While managing a lawn with patch disease problems, mowing heights should be adjusted higher during the recovery period. This will allow the potential for greater rooting depth and consequently more soil volume from which the roots can draw moisture and nutrients. This is particularly important during periods of drought stress. Removing about 1 inch of the grass height at any one time will help minimize plant stress.


diagram show aerated lawn

Figure 2

Overseeding an existing lawn is usually of limited value. The chances of achieving good seed-to-soil contact by broadcasting seed over the surface of an existing lawn are minimal. A greater degree of success can be achieved by either topdressing or thoroughly core aerating the lawn prior to overseeding (Figure 2). This will promote seed-to-soil contact that is essential for germination and seedling development. Select a good quality blend of bluegrasses along with a small amount of improved perennial ryegrass. A mixture of grass types results in a more disease-tolerant lawn.

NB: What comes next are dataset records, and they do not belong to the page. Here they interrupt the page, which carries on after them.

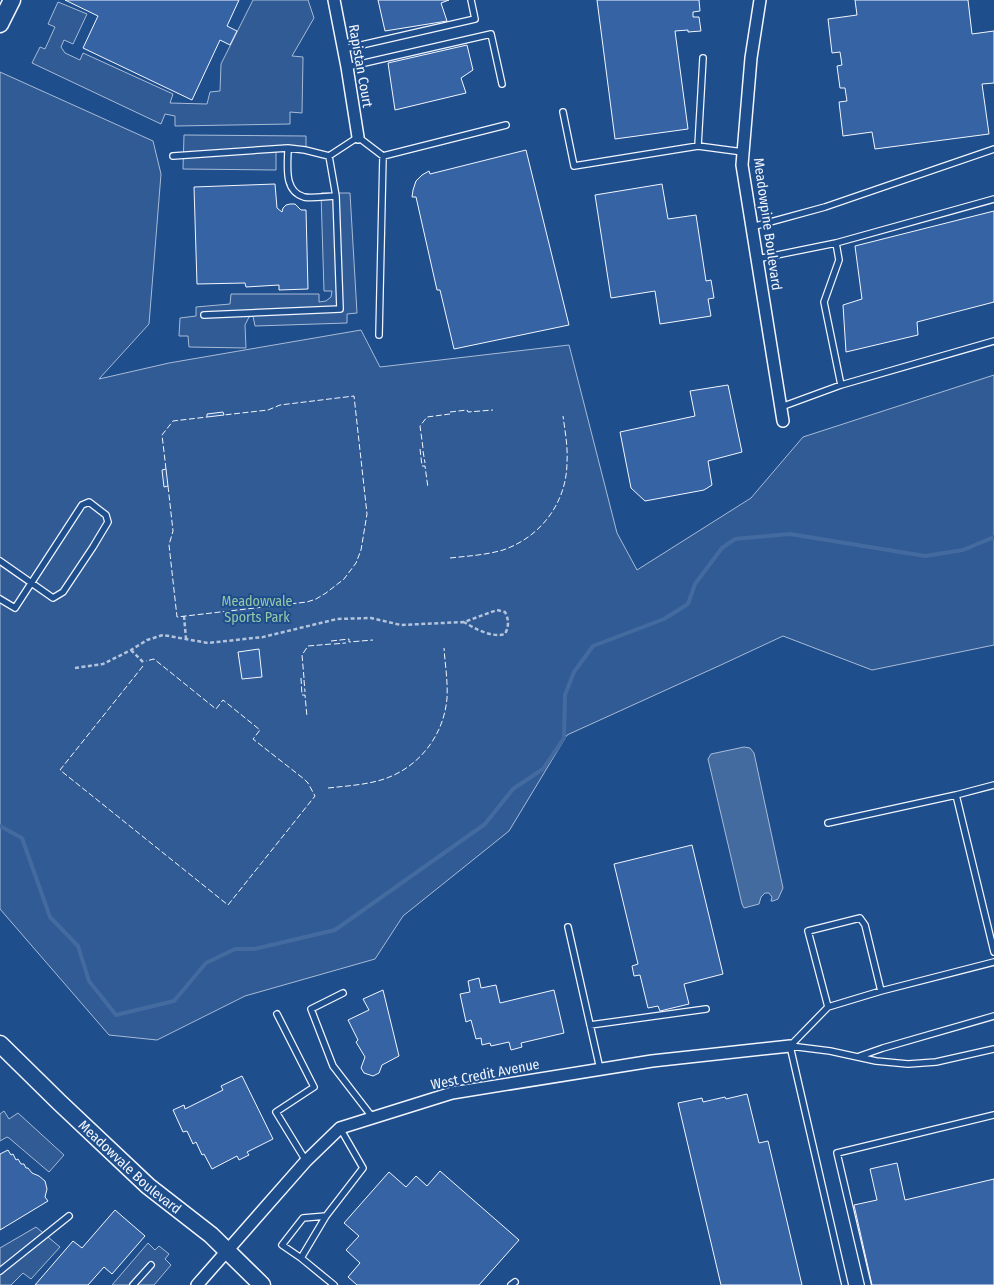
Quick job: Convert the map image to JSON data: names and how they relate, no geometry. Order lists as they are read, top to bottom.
{
  "streets": {
    "main road": ["Meadowvale Boulevard"],
    "street": ["Rapistan Court", "Meadowpine Boulevard", "West Credit Avenue"]
  },
  "crossings": [
    ["West Credit Avenue", "Meadowvale Boulevard"]
  ],
  "parks": ["Meadowvale Sports Park"]
}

Re-sodding severely infected lawns has often resulted in the disease returning and again quickly damaging the new sod. Thus, replacing sod in the affected areas may only temporarily mask the symptoms and not treat the cause.


The application of fungicides should only be done in a management program inclusive of the above suggestions. Curitive response to fungicides has been variable and in some trials the response to management changes was just as effective. Preventative fungicide application to sites with a history of the disease can be effective when first applied mid April to early May and repeat applications (one or two) are made at 3 to 4 week intervals. Fungicides are not a substitute for improved cultural practices.